How to Get Electrical Work Without Relying on Checkatrade
Lead platforms feel like a deal when you start out. You pay a fee, jobs come in, the diary fills. But a few months in, the maths stops adding up. You are paying for leads sent to three other electricians at the same time. You are racing to call first. You are discounting to win work you should not have to discount on. And the moment you stop paying, the phone goes quiet.
The platform owns the customer, not you. You are renting access to your own market.
Why do platforms like Checkatrade keep electricians on a treadmill?
Checkatrade, MyBuilder, Bark and similar platforms rank at the top of Google for the searches your customers make: “electrician near me,” “emergency electrician [town].” They capture that attention and sell it back to you alongside your competitors.
You are building their business, not yours. You have no ranking of your own, no reviews under your own name pulling customers in, and no fallback if their pricing changes or the lead quality drops.
It works just well enough that you keep paying. That is the trap.
What does getting found directly actually mean for electricians?
The electricians who are not reliant on platforms have one thing in common: when someone in their area searches for an electrician, their name comes up on Google Maps, in the local results, with a stack of reviews next to it. The customer rings them directly. No fee. No race. No discount.
That comes from two things working together.
A proper website built to rank. Not a one-page placeholder. A site with a dedicated page for each service you offer (rewires, fuse board upgrades, EICRs, EV chargers, outdoor electrics) and each area you cover. Google needs to understand exactly what you do and where before it will rank you for specific searches.
A fully built-out Google Business Profile. Accurate, complete, and backed by genuine recent reviews. This is what gets you into the map results where most local searches are now decided.
Why does having a website already not mean you are getting leads from it?
Most electricians have a website. Most of them do not rank for anything useful. Usually it is a single page with no service or area structure, loading slowly, with no reviews feeding into it.
Google cannot rank what it cannot understand. A site that does not spell out your services and areas across proper individual pages gives it nothing to work with. You stay invisible no matter how good your work is.
What is the comparison between relying on platforms versus owning your ranking?
| Approach | Monthly cost | Lead quality | What happens if you stop |
|---|---|---|---|
| Checkatrade / Bark | Ongoing, rising | Shared, price-sensitive | Leads stop immediately |
| Your own website and GBP | One-off build | Direct, full price | Continues generating leads |
| Combined (transition period) | Moderate | Mixed | Build your own, reduce platform |
The goal is not to quit directories overnight. It is to build an alternative that works without them, then reduce dependence as your direct enquiries grow.
What about the higher-value jobs?
EV charger installation, full rewires, consumer unit upgrades, commercial EICR work: these are the searches worth winning. They are also the searches where a page specifically about that service on your website, with local area targeting, can rank you above directory listings.
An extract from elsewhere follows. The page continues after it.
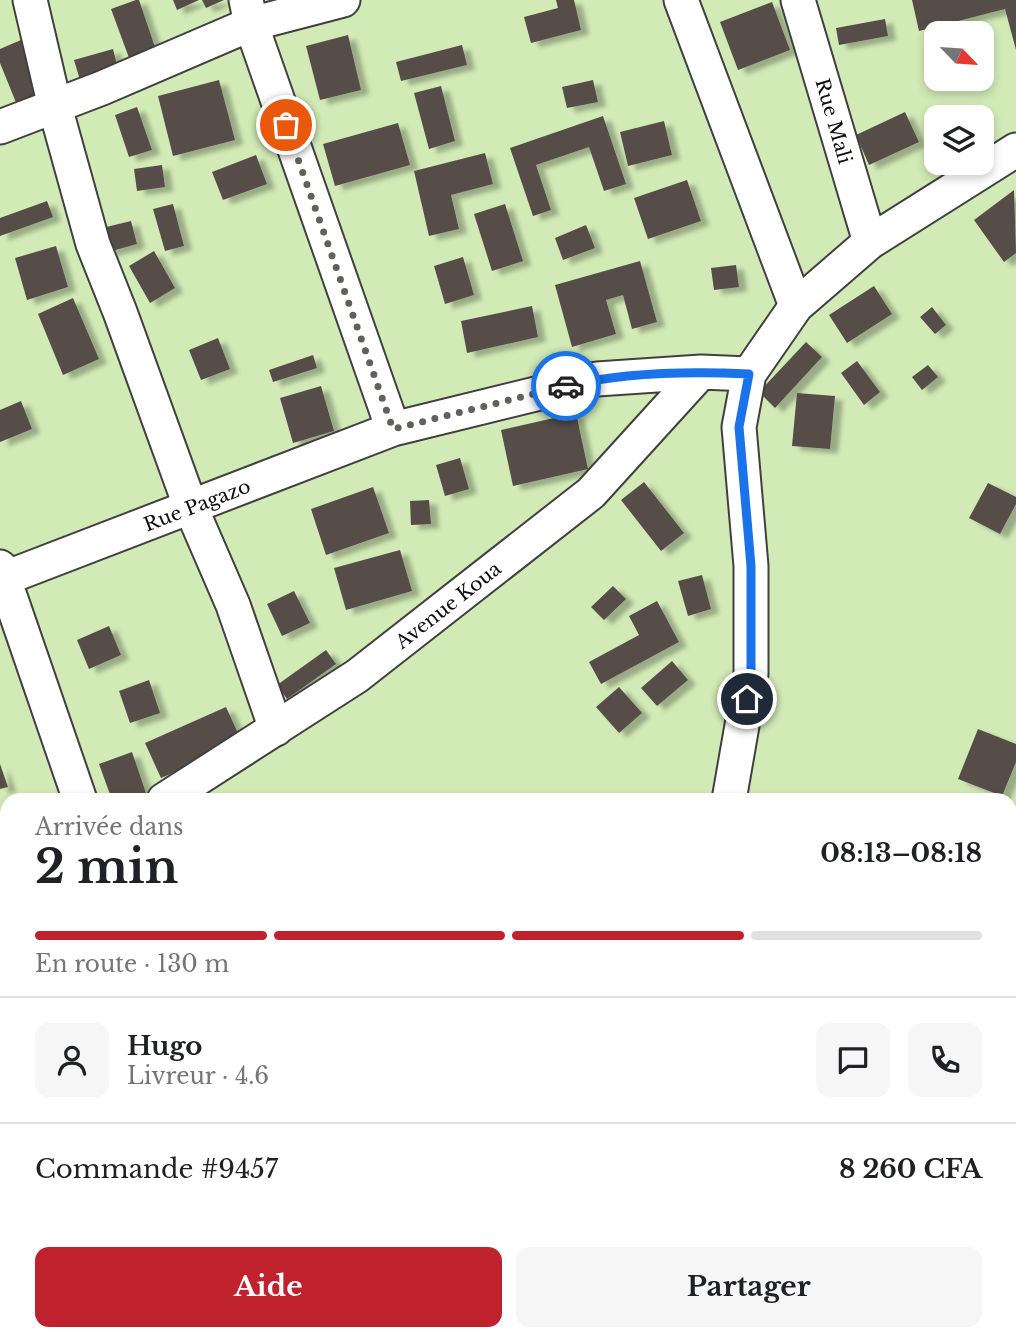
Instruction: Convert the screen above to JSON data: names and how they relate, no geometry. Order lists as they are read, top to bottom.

Directories aggregate everything. Your own site can be precisely targeted.
For more on how follow-up and CRM fit into the picture for electricians, see the best CRM and follow-up systems for electricians. For the full overview of how all these elements work together, see the local service business marketing stack for 2026. Book a demo to see what your ranking opportunity looks like in your area.
Frequently asked questions
Should I come off Checkatrade completely?
Most electricians do not drop it overnight. The approach is to build your own ranking first, then reduce directory spend as direct enquiries grow. The goal is to stop depending on them.
How long until my website starts bringing in work?
A well-structured site and optimised Google profile typically start pulling enquiries within the first couple of months, strengthening as reviews build.
Do I need to be technical to manage this?
No. The whole point of a managed system is that the building, optimising and follow-up is handled for you. You stay on the tools.
Will I rank for higher-value jobs like EV chargers and rewires?
That is exactly why the site needs a separate page per service. It lets you rank for specific, higher-value searches rather than just 'electrician near me'.